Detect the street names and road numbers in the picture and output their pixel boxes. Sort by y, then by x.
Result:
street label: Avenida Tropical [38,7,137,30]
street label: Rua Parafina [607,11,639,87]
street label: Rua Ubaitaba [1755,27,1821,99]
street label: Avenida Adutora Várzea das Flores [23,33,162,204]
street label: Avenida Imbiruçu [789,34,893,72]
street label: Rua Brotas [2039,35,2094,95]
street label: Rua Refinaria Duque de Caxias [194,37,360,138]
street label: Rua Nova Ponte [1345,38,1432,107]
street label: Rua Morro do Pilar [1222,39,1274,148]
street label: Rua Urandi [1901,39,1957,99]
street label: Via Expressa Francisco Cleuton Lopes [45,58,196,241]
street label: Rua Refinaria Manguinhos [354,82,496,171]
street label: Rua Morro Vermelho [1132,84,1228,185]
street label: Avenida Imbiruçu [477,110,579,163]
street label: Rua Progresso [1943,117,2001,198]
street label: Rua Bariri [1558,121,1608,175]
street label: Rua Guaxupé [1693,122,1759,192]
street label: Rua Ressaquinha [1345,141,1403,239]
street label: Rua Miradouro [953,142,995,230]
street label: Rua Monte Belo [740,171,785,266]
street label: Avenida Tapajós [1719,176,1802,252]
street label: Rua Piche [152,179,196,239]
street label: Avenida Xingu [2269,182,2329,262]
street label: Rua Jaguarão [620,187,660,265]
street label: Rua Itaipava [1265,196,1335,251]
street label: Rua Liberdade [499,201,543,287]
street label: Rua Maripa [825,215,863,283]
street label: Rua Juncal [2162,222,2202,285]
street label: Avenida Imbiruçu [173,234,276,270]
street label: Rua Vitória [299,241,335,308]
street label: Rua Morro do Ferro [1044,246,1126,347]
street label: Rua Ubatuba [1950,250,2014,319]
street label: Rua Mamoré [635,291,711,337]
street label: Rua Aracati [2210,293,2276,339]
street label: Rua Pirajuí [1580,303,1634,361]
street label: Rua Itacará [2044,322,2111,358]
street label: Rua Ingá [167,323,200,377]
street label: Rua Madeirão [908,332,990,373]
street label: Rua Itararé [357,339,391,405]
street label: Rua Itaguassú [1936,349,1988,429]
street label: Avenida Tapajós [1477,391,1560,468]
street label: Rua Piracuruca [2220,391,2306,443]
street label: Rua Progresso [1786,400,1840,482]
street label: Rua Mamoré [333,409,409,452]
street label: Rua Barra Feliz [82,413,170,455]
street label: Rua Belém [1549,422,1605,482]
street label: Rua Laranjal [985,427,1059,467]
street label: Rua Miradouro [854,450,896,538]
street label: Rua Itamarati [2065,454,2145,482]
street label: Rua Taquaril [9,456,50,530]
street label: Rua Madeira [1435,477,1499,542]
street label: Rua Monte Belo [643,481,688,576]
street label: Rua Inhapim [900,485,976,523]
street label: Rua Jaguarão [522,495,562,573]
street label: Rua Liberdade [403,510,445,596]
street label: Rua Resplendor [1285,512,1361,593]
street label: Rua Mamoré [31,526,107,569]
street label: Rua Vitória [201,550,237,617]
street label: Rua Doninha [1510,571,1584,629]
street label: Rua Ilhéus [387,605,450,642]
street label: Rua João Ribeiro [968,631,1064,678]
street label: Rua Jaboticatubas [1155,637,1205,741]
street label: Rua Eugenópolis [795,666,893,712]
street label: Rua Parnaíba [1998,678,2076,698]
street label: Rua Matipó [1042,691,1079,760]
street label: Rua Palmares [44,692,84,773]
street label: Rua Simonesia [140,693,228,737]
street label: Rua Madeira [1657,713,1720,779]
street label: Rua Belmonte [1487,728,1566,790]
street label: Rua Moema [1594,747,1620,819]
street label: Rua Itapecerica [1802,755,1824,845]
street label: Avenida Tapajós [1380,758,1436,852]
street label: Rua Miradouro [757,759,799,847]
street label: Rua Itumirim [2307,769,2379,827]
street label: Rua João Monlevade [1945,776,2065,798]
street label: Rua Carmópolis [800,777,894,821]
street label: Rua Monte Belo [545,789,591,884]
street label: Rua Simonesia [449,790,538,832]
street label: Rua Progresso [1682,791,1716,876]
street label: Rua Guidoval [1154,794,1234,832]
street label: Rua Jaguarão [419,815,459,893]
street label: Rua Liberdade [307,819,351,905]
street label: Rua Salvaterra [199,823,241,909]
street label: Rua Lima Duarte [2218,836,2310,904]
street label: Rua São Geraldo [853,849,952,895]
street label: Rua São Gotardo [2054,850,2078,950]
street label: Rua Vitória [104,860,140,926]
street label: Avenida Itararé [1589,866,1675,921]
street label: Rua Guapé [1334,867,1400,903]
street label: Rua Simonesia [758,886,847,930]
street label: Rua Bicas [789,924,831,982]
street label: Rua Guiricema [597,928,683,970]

◆ ◆ ◆ ◆ ◆ ◆ ◆

Show a copy of each line from the records above in which the string "Mamoré" occurs.

street label: Rua Mamoré [635,291,711,337]
street label: Rua Mamoré [333,409,409,452]
street label: Rua Mamoré [31,526,107,569]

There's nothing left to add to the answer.